I am struggling with a problem in Linear Algebra.
Problem#1 Here I tried presenting the product $AX$ as a multiplication of $A$ and $x$. We know that $X$ is invertible, so if we show that $\lambda X$ is the inverse of $A X$ that will mean that both $A$ and $X$ are invertible (I guess...) I tried using the following theorems:
If $A$ is invertible => $\ AA^{-1} = A^{-1}A=I $
If $A$ and $B$ are invertible => $\ (AB)^{-1} = B^{-1}A^{-1} $
P.S.: This is my first post here on the forum.
$A x_i = \lambda_i x_i\\ X = [x_1,x_2\cdots,x_n]$
$AX = X\begin{bmatrix} \lambda_1\\&\lambda_2\\&&\lambda_3\\&&&\ddots\end{bmatrix}$
Lets call this diagonal matrix $\Lambda$
Since every $\lambda_i$ is non-zero, $\det \Lambda \ne 0$
And since $X$ is invertable.

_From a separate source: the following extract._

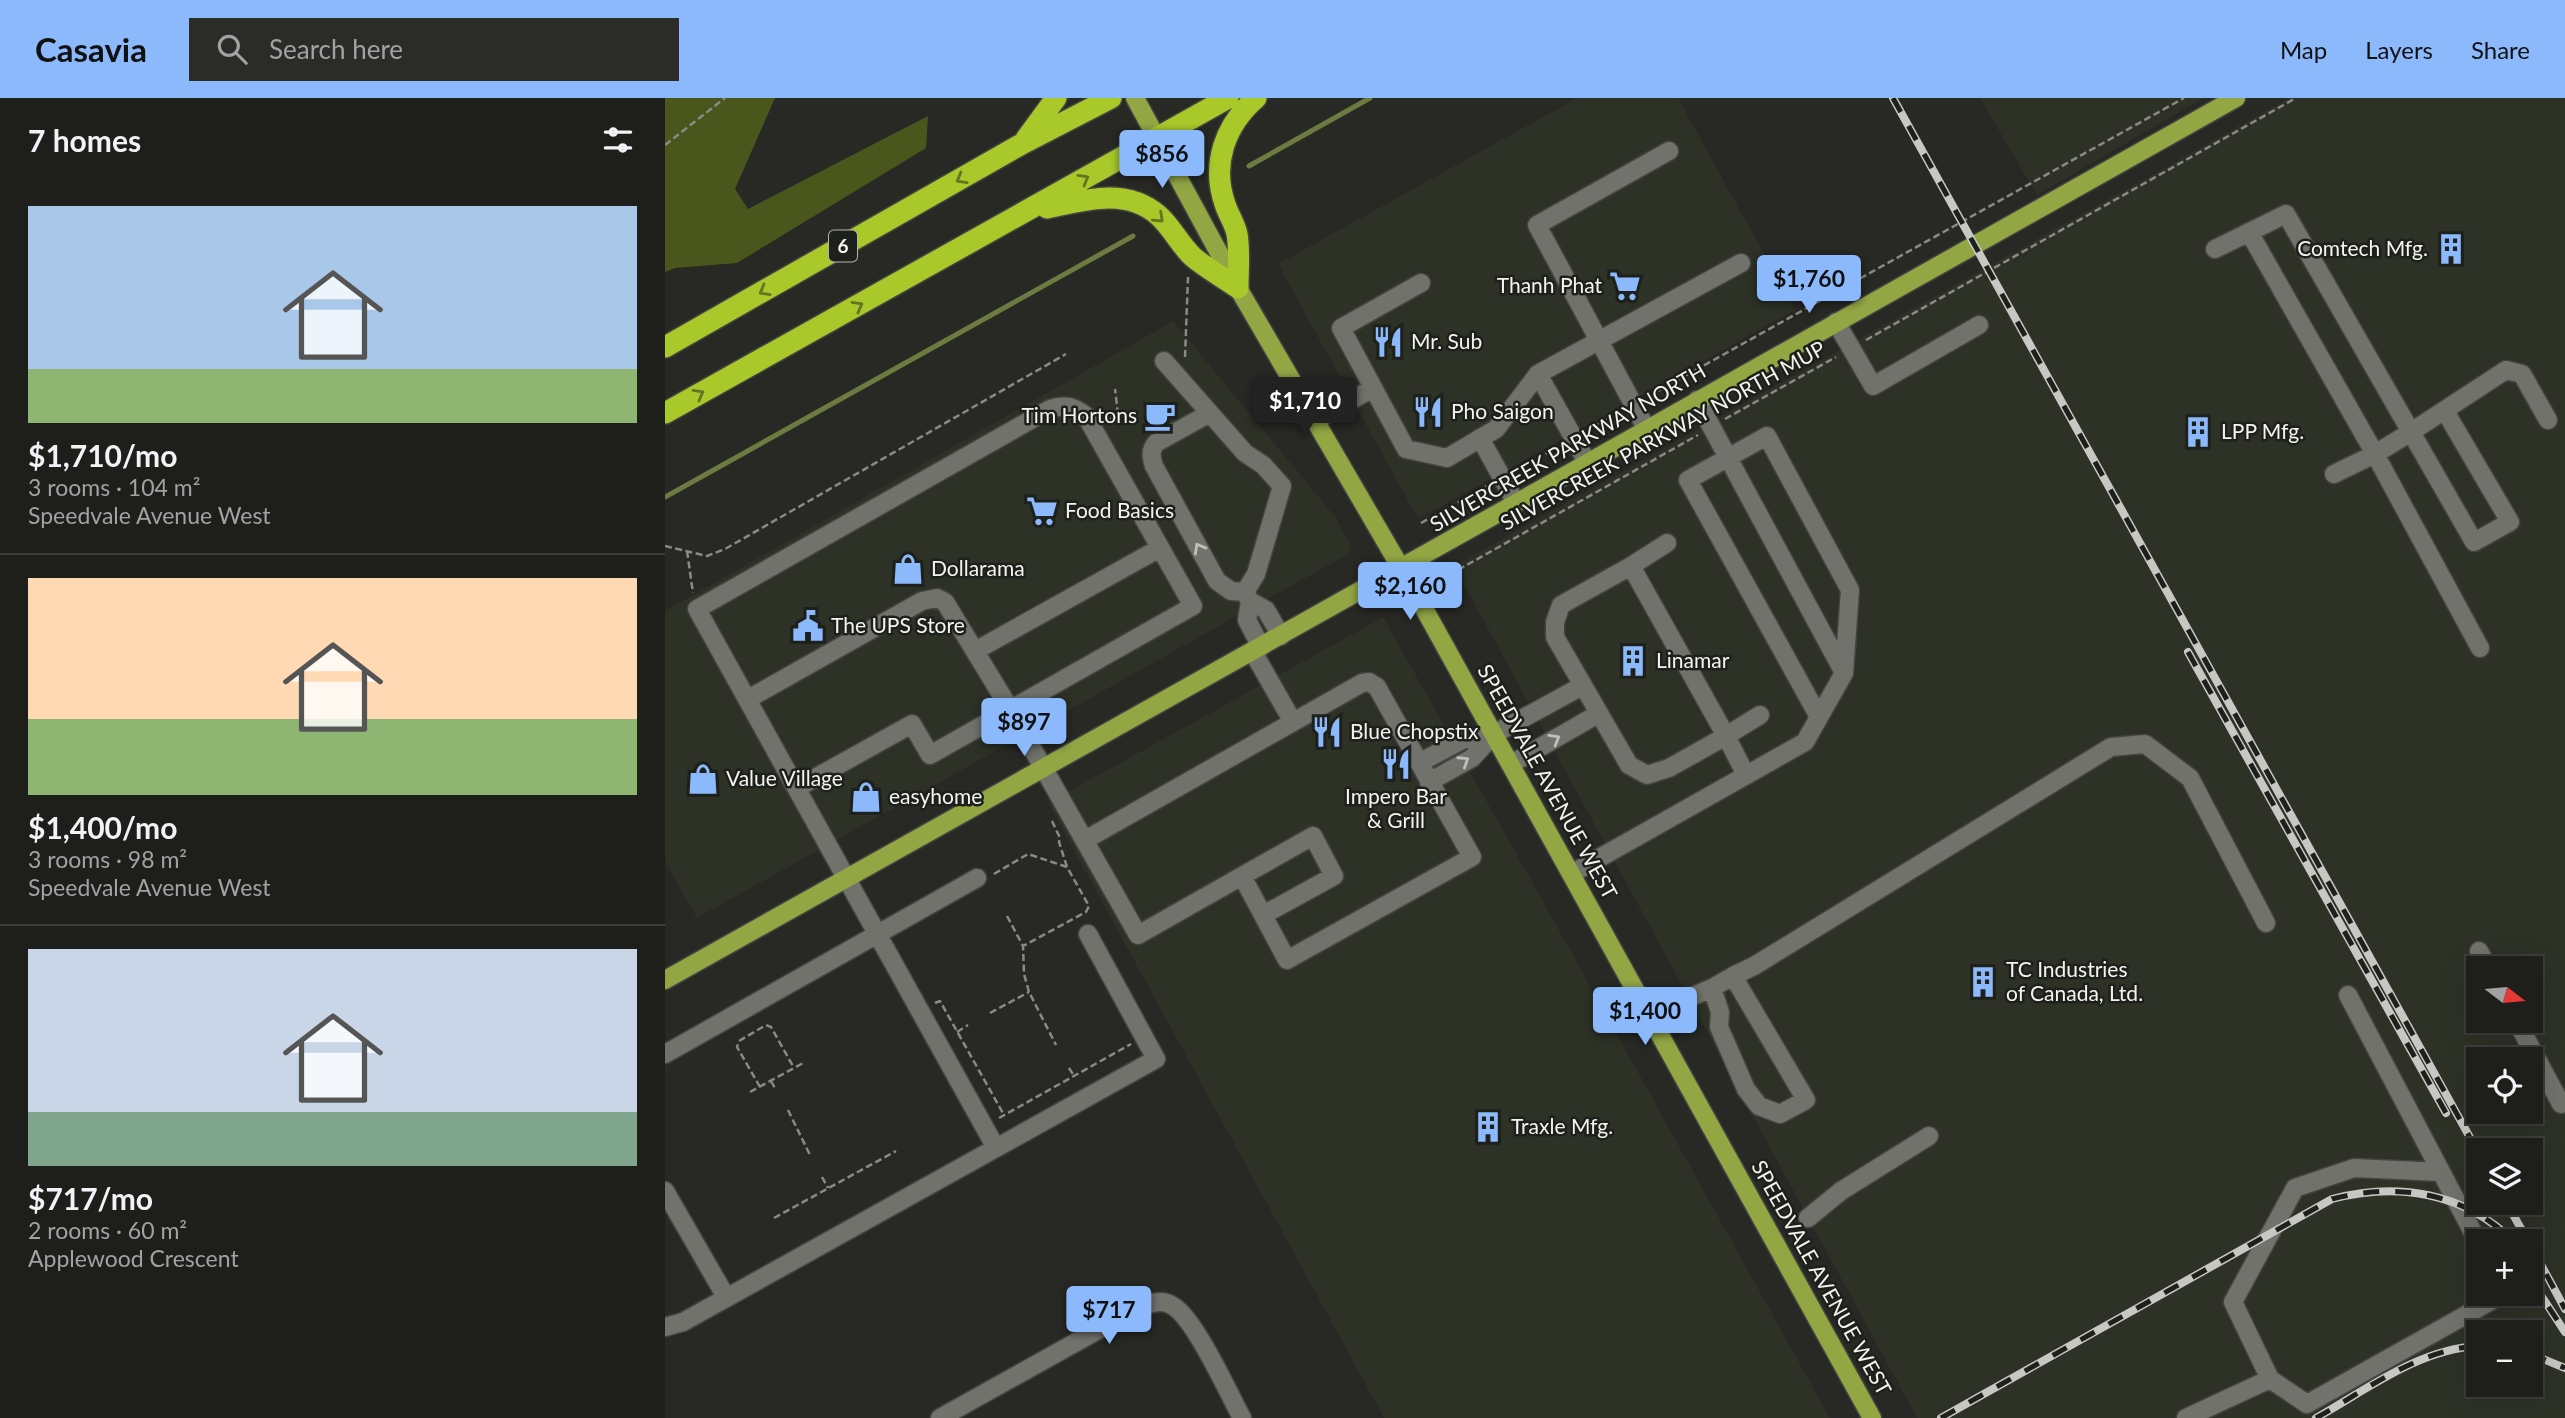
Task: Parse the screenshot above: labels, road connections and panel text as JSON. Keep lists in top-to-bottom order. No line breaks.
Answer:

The determinant of $X$ is not $0$
$\det(AX) = \det(A)\det(X) = \det(X)\det(\Lambda)\ne 0\\ \det(A)\ne 0$
And $A$ is invertable
What is $A^{-1}$
$(AX)^{-1} = X^{-1} A^{-1} = \Lambda^{-1}X^{-1} = (X\Lambda)^{-1}\\ A^{-1} = X\Lambda^{-1}X^{-1} $
And what do you suppose $\Lambda^{-1}$ is?